▸ EXERCISE DESCRIPTION
Report the lines of the material that carry the string "body".

▸ DATA UNDER STUDY
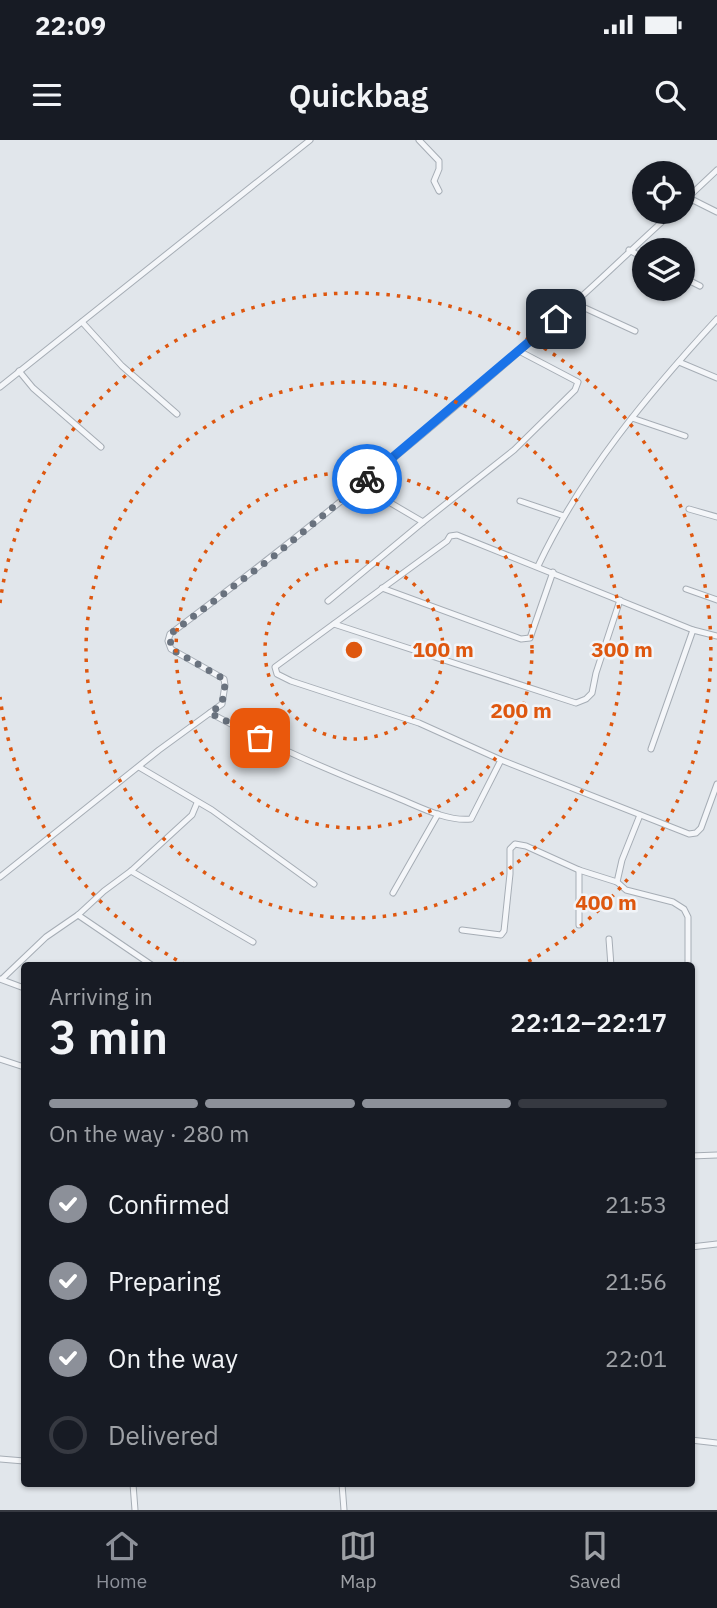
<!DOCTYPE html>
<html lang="en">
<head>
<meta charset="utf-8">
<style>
  :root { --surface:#171b24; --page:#20242c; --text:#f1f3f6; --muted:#9ea1a6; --line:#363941; --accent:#8c9099 }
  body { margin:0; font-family:"IBM Plex Sans",sans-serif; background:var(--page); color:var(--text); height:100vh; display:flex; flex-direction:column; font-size:26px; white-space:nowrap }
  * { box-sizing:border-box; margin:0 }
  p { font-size:23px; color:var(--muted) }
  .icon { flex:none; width:38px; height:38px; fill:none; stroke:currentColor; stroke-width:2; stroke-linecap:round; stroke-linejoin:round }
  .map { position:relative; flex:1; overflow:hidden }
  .details { position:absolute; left:21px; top:822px; width:674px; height:525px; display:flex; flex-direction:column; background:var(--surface); border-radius:7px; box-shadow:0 2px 5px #0004 }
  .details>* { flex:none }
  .tools { position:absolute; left:632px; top:21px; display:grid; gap:14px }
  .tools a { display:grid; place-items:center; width:63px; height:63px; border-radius:50%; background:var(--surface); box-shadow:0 2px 5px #0004; font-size:35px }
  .pin { position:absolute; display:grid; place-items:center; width:60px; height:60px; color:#fff; margin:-30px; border-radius:14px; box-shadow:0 4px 10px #0006 }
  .courier { position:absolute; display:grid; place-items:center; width:70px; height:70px; margin:-35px; border:5px solid #1a73e8; border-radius:50%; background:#fff; color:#222; box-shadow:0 2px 9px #0007 }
  .summary em { font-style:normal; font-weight:600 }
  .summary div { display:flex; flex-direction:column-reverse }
  .summary { display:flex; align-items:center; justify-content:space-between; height:119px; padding:0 28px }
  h1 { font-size:46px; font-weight:600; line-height:52px }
  .bar { display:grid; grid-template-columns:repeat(4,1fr); gap:10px 7px; align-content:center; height:84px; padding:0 28px }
  .bar i { height:9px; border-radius:5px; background:var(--line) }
  .bar .active { background:var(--accent) }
  .bar p { grid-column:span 4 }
  ol { padding:0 28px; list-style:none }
  li { display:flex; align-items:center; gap:21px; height:77px }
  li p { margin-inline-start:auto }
  li .icon { padding:7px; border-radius:50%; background:var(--accent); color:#fff; stroke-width:4 }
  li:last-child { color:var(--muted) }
  li i { width:38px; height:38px; border:4px solid var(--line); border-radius:50% }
  .status { display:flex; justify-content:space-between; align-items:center; height:49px; padding:0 35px; background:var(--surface); direction:ltr }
  .status svg { height:19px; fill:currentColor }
  header { display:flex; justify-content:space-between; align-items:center; height:91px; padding:0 28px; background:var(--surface); font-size:32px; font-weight:600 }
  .tabs { display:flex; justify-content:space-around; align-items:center; height:98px; border-top:2px solid var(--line); background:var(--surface); font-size:19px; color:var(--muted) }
  .tabs a { display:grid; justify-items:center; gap:4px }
  .tabs .active { color:var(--accent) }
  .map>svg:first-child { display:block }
</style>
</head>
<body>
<div class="status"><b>22:09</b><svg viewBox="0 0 49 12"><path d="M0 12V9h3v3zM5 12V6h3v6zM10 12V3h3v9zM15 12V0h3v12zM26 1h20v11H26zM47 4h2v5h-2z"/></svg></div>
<header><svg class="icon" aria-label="menu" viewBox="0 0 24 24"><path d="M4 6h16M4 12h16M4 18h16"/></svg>Quickbag<svg class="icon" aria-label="search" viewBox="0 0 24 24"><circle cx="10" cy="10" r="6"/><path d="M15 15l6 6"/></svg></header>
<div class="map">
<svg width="717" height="1370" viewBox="0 0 717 1370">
  <rect width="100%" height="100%" fill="#e1e6eb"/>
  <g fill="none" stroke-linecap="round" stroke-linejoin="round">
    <g stroke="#a6adb5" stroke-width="7">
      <g id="minor">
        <polyline points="419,0 439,21 439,29 434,41 439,51"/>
        <polyline points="689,58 717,72"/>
        <polyline points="682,63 717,30"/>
        <polyline points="629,110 644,118"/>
        <polyline points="682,137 700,146"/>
        <polyline points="574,163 635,191"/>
        <polyline points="82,182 122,226 177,274"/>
        <polyline points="679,222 717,238"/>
        <polyline points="19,231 33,248 101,307"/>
        <polyline points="0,247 310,0"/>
        <polyline points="632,278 685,296"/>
        <polyline points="360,345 423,382"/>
        <polyline points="520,361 564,376"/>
        <polyline points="689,369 717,377"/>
        <path d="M538,426C582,333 648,254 717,179"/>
        <polyline points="382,448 521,499 530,498 553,432"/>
        <polyline points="686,449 717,460"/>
        <polyline points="328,461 423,382 514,310 575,250 578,242 519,211"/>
        <polyline points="334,484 576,563 586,559 592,553 596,533 620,460"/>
        <polyline points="717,496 693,490 457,395 450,396 447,401 275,527 277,534 291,541 419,583 501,620 689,694 696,693 701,688 717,644"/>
        <path d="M210,573C269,605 331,631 393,656C416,665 446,682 471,679L501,620"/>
        <polyline points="651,609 693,490"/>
        <polyline points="139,627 212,670 314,744"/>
        <polyline points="579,730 579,785"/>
        <polyline points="131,731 253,802"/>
        <path d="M0,737L159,610L222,564L225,545L224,539L171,509L168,501L170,494C308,391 443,280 572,165C606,135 639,102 673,72"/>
        <polyline points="617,742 622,720 640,675"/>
        <polyline points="393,753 438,674"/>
        <polyline points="78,775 153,826"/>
        <polyline points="462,790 501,795 504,791 510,734 510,709 515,704 526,706 579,730 617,742 626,750 673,762 684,769 688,777 688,826"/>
        <polyline points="609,799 611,826"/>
        <polyline points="0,839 24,848"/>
        <polyline points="2,839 46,797 78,775 104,751 131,731 192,675 197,663"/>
        <polyline points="0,919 24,927"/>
        <polyline points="691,1016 717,1015"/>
        <polyline points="691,1107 717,1104"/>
        <polyline points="691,1300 717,1303"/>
        <polyline points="0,1319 24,1321"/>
        <polyline points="133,1344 135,1370"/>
        <polyline points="342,1344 344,1370"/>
      </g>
    </g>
    <use href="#minor" stroke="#f4f6f9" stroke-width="5"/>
  </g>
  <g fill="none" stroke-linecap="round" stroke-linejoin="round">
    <polyline stroke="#69727e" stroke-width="7" stroke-dasharray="0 12.6" points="260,598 210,573 222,564 225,545 224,539 171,509 170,494 274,416 367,339"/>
    <polyline stroke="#1a73e8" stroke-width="9" points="367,339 556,179"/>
  </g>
  <g fill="none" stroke="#de570f" stroke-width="3.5" stroke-dasharray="3.5 7">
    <circle cx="354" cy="510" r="89"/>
    <circle cx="354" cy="510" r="178"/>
    <circle cx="354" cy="510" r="268"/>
    <path d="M186 825A357 357 0 0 1 0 557M0 463A357 357 0 1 1 522 825"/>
  </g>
  <circle cx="354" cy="510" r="10" fill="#de570f" stroke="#f1f4f8" stroke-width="3.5"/>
  <g font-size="21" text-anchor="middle" font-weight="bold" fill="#de570f" stroke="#f1f4f8" stroke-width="5" stroke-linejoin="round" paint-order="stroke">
    <text x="443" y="517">100 m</text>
    <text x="622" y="517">300 m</text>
    <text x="521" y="578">200 m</text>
    <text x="606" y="770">400 m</text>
  </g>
</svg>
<div class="tools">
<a><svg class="icon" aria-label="locate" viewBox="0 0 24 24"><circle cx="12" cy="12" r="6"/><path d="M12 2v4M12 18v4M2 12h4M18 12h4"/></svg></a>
<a><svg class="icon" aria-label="layers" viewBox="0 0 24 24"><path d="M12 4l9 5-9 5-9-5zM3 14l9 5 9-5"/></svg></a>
</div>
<div class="pin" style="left:260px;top:598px;background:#ea580c"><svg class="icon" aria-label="bag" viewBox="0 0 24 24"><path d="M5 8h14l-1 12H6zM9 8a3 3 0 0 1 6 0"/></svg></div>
<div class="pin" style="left:556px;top:179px;background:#1f2937"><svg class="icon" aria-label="home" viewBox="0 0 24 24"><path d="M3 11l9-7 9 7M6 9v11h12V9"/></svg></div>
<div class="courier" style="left:367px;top:339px"><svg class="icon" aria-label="bike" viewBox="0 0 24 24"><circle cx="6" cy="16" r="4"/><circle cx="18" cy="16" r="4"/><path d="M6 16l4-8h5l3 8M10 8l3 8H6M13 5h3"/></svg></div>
<section class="details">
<div class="summary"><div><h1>3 min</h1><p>Arriving in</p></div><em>22:12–22:17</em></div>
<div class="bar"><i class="active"></i><i class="active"></i><i class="active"></i><i></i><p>On the way · 280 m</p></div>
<ol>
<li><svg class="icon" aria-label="check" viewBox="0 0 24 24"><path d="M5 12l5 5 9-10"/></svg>Confirmed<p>21:53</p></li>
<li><svg class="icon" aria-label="check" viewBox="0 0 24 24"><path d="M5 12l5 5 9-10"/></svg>Preparing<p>21:56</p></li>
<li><svg class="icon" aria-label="check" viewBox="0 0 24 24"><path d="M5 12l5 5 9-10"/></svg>On the way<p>22:01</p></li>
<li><i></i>Delivered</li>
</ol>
</section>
</div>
<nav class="tabs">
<a class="active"><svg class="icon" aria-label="home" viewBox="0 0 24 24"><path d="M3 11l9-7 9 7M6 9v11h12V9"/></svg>Home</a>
<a><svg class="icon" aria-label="map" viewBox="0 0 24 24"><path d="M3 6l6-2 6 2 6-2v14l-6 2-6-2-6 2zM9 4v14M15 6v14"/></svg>Map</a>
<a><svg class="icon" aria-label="saved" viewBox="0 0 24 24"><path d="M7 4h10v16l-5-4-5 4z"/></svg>Saved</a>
</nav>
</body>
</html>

▸ TASK RESULT
  body { margin:0; font-family:"IBM Plex Sans",sans-serif; background:var(--page); color:var(--text); height:100vh; display:flex; flex-direction:column; font-size:26px; white-space:nowrap }
<body>
</body>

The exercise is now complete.